Historical Fiction 101- Part 3

OK, so we've looked briefly at what historical fiction is and what time periods qualify as historical fiction. Here's where the waters get kind of muddy.

Are you writing historical fiction or historical romance? There is a difference, and that's what we're going to talk about today.

Historical romance is exactly what it sounds like. It's a romance set in a historical period. Usually, the romance is the focus of the plot. The only technical difference between historical romance and contemporary romance is the setting. The subtle differences between the two is almost a craft series in itself.

Straight up historical fiction isn't always so easy to identify. The line can be very blurry. The general rule of thumb is this: If you can remove the romance element without losing any of the plot, then you're not writing a historical romance. That said, even most straight up historicals still have a romance element in them somewhere.
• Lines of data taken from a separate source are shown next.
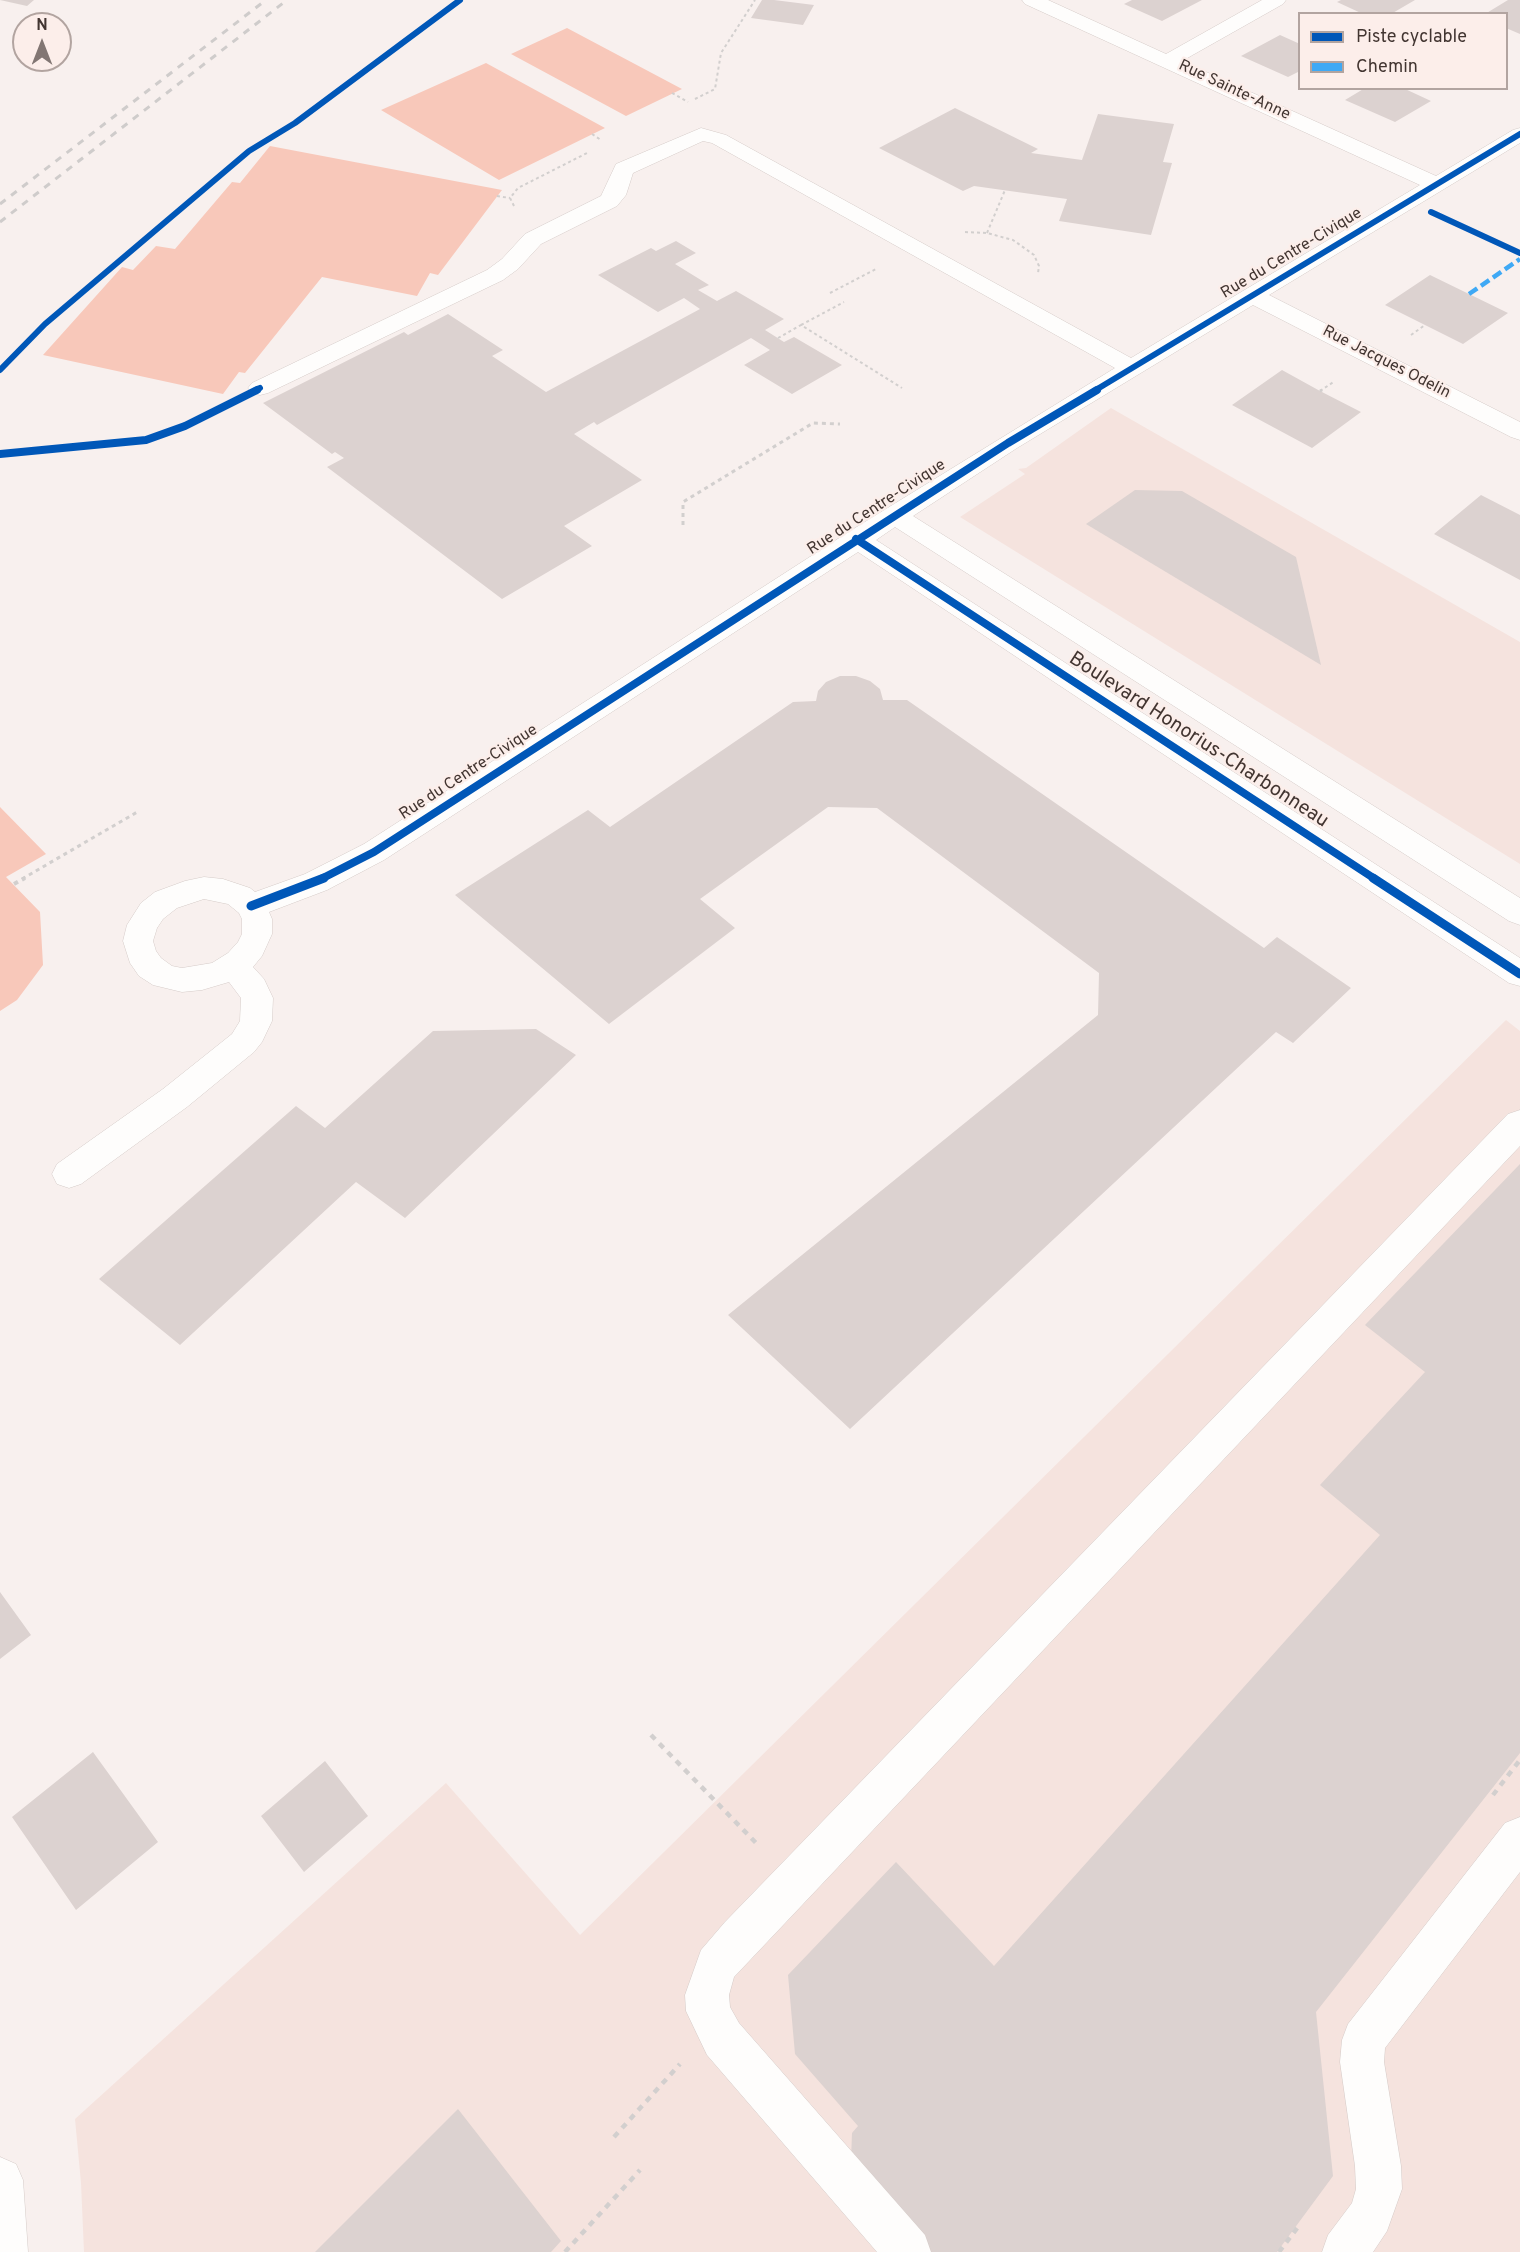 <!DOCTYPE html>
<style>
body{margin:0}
#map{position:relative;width:1520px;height:2252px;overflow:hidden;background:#f8f0ee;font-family:Overpass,sans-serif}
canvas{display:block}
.legend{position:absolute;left:1298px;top:12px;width:210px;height:78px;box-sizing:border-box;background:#fceeea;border:2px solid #b2a4a0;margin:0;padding:8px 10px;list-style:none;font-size:18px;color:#423531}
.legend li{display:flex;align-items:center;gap:12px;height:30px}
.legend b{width:30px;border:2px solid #b2a4a0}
.north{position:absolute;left:12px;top:12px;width:60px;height:60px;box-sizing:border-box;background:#fceeea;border:2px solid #b2a4a0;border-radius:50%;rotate:0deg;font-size:16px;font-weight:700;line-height:24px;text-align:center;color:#423531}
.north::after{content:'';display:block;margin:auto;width:21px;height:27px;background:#827673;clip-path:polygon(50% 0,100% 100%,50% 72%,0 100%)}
</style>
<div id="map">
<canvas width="1520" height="2252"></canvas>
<ul class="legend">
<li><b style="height:8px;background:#0057b8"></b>Piste cyclable</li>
<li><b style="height:8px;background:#3fa9f5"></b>Chemin</li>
</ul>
<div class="north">N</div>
</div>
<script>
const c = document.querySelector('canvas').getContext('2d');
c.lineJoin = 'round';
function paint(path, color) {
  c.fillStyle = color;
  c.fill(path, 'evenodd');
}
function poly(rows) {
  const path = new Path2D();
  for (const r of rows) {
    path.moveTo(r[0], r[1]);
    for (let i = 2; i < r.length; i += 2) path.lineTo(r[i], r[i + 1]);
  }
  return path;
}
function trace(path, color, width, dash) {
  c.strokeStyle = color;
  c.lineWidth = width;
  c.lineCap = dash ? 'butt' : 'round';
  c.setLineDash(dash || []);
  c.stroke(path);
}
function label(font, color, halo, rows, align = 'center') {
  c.font = font + ' Overpass,sans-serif';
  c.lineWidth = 4.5;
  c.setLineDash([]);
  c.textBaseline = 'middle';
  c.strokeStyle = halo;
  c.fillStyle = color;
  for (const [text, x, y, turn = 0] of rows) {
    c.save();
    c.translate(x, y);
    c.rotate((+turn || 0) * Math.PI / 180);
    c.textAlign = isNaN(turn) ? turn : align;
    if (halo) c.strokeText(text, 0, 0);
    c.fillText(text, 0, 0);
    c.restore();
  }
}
const built = poly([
 [1111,408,1520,642,1520,864,960,517,1025,474,1018,469,1026,468],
 [1506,1020,1520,1031,1520,2252,84,2252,81,2183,75,2119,446,1783,580,1935]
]);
const green = poly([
 [567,28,682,89,626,116,511,54],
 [486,63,605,128,499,180,381,110],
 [270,146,502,190,438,275,430,273,417,296,322,277,245,373,239,372,223,394,43,355,122,267,133,270,156,246,175,249,232,182,240,183],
 [0,807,46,854,6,877,40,912,43,965,17,1000,0,1011]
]);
const building = poly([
 [0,0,34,0,27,6],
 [762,0,774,0,814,5,803,25,751,18],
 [1132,0,1202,0,1162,21,1124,4],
 [1341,0,1415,0,1391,14,1363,14,1337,2],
 [1508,0,1520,0,1520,34,1506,28,1506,14,1485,14],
 [1280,35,1300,44,1300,71,1288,77,1241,56],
 [1365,88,1403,88,1431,101,1395,122,1345,100],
 [955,108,1038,149,1031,153,1082,160,1098,114,1174,124,1163,162,1172,163,1151,235,1059,221,1067,199,974,186,963,191,879,148],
 [676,241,696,253,675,264,709,285,698,290,717,301,736,291,784,319,765,330,784,342,794,337,842,365,792,394,744,365,770,350,751,338,597,425,594,422,574,434,642,480,564,526,592,546,502,599,327,467,344,458,335,452,332,454,263,403,404,332,408,335,448,314,503,350,492,356,546,392,700,309,684,298,658,312,598,275,651,248,656,251],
 [1430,275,1508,313,1463,344,1385,305],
 [1282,370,1320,391,1361,412,1312,448,1232,405],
 [1135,490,1182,491,1296,557,1321,665,1086,524],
 [1481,495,1520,515,1520,580,1434,534],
 [840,676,856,676,870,681,880,689,883,700,907,700,1264,948,1277,937,1351,988,1293,1043,1276,1032,850,1429,728,1315,1098,1015,1099,973,877,808,828,807,700,899,735,928,609,1024,455,895,588,810,610,827,793,702,816,701,818,691,826,682],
 [536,1029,576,1055,405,1218,356,1182,180,1345,99,1279,296,1106,325,1128,433,1031],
 [1520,1164,1520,1753,1316,2012,1333,2176,1277,2252,931,2252,851,2160,852,2133,858,2126,795,2054,788,1975,896,1862,994,1966,1380,1535,1320,1485,1425,1372,1365,1325],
 [0,1592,31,1635,0,1659],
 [93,1752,158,1842,76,1910,12,1817],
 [325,1761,368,1816,304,1872,261,1816],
 [458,2109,561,2241,551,2252,315,2252]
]);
const pathFar3 = poly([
 [672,93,688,102],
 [695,99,715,89,721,53,755,0],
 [592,134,601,140],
 [497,196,510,198],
 [514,206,510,198,518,188,587,153],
 [965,232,987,233,1013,240,1034,255,1039,266,1038,273],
 [987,233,1005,190],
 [830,293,876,269],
 [801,325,844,302],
 [1411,335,1425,325],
 [778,338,801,325,902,388],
 [1320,391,1335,381]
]);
const pathFar2 = poly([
 [1320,391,1322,390],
 [683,525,683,502,813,423,840,424],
 [22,879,139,811]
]);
const pathFar1 = poly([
 [14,884,25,878]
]);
const path = poly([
 [651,1735,759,1846],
 [1493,1795,1520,1760],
 [614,2137,680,2064],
 [565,2252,640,2170],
 [1279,2252,1298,2227]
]);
const minor = poly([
 [1022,0,1048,0,1166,54,1262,0,1286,0,1283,4,1182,61,1436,176,1513,130,1520,128,1520,143,1269,295,1520,422,1520,440,1511,437,1253,305,1017,448,913,516,1520,898,1520,925,1509,921,895,527,876,540,1520,958,1520,986,1509,983,858,552,384,860,327,890,269,912,272,919,272,934,262,956,253,967,264,979,273,998,272,1021,262,1042,254,1052,187,1107,81,1184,69,1188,57,1184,52,1174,57,1164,163,1089,232,1034,240,1021,241,998,229,982,202,990,182,992,153,985,139,976,130,963,123,941,127,925,141,903,155,892,185,881,204,877,223,879,250,888,255,892,305,874,364,844,847,533,1115,368,712,143,703,141,633,173,626,195,617,206,541,244,518,269,503,280,268,393,260,395,252,393,248,388,252,383,487,270,502,259,525,234,601,196,616,164,701,128,726,135,1131,358,1420,185,1025,4,1022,0],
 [204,899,228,904,239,913,242,919,242,934,238,942,228,953,212,963,182,968,172,966,161,958,156,951,153,941,157,928,163,919,177,908,204,899],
 [1520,1110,1520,1146,734,1977,729,1995,730,2007,739,2023,925,2235,931,2252,877,2252,707,2055,686,2011,685,1995,701,1950,725,1922,1508,1114,1520,1110],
 [1520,1817,1520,1872,1385,2048,1384,2062,1401,2166,1402,2189,1387,2231,1373,2252,1322,2252,1328,2235,1352,2203,1356,2189,1355,2166,1340,2062,1342,2040,1348,2024,1505,1823,1520,1817],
 [0,2157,16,2164,23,2180,28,2252,0,2252,0,2157]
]);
const rail = poly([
 [0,204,266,0],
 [0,222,287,0]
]);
const quiet = poly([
 [1469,294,1520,259]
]);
const cyclewayFar2 = poly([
 [1431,212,1520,253],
 [0,370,45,324,249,151,295,123,460,0],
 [254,391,260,388],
 [1094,391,1520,134]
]);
const cyclewayFar1 = poly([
 [0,454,146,440,185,426,257,390],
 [856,539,1375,879],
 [321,879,374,852,1008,443,1097,390]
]);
const cycleway = poly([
 [1373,878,1520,974],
 [251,906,324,878]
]);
const farStreetnames = [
 ["Rue Sainte-Anne",1234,91,25],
 ["Rue du Centre-Civique",1292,254,-31],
 ["Rue Jacques Odelin",1386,363,27],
 ["Rue du Centre-Civique",877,508,-33],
 ["Rue du Centre-Civique",469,773,-33]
];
const streetNames = [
 ["Boulevard Honorius-Charbonneau",1198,741,33]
];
paint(built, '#f5e3de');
paint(green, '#f8c8ba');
paint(building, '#dcd2d0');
trace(minor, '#d5cbc8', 1);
trace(pathFar3, '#d2cfce', 2, [3, 3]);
trace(pathFar2, '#d2cfce', 3, [4, 4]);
trace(pathFar1, '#d2cfce', 4, [4.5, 4.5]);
trace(path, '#d2cfce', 4.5, [6, 6]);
paint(minor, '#fefdfc');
trace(rail, '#cfcccb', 3, [7, 7]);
trace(quiet, '#3fa9f5', 4.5, [10, 4.5]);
trace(cyclewayFar2, '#0057b8', 6);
trace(cyclewayFar1, '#0057b8', 8);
trace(cycleway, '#0057b8', 9);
label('16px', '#423531', '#fceeea', farStreetnames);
label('20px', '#423531', '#fceeea', streetNames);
</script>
Gilbert Morris is the author who first comes to my mind as the author who straddles this line and helps make it blurry. But he does it so well that I personally don't really mind. He does not write romance. He writes historical fiction with a strong romance subplot. Much of his writing does meet the test though. If you remove the romance thread, you still have a good book. Maybe not as riveting, but still a good book.

In my mind, the most classic modern example of historical fiction is Michael Phillips' Secrets of Heathersleigh Hall series. It's not one of his better known series, but it is one of his best written. It follows the life of a family in England, who live at Heathersleigh Hall. When the series opens, no one in the family is a Christian. In fact, the father fully believes and endorses Charles Darwin's theory of evolution and encourages his children to question everything. Even his authority as their father. As the series progresses, he wisens up to the errors of his ways and watches the evolution lies destroy his daughter. Being as this is Christian fiction, she does eventually come back home and accept her father's change, but at a great personal cost. It's a story of redemption really, and how much fathers love their daughters. It's riveting and some of Michael's best writing IMO. But it's not a romance.

Another hallmark of straight up historical is that the historical events are as much a character in the novel as the characters themselves. This particular plot could not happen believably in any other setting because it needs this particular event to make it happen.

Historical romance was pretty much created by Janette Oke. Unfortunately, far too many people associate the term "historical romance" with the prairie westerns that Janette is famous for. That's something that is slowly changing. Today's masters of historical romance include Catherine Palmer, Deanne Gist and Tamera Alexander.

Much of my own writing is very difficult to categorize using just these two terms. The Epic is not historical romance. There's a strong romance subplot going on with Yelena and Dmitri, but if I remove that subplot I don't lose any of the story. But at the same time marketing it as just historical fiction doesn't feel right either. I'm glad I'm not the one who will make the final decision on where it belongs.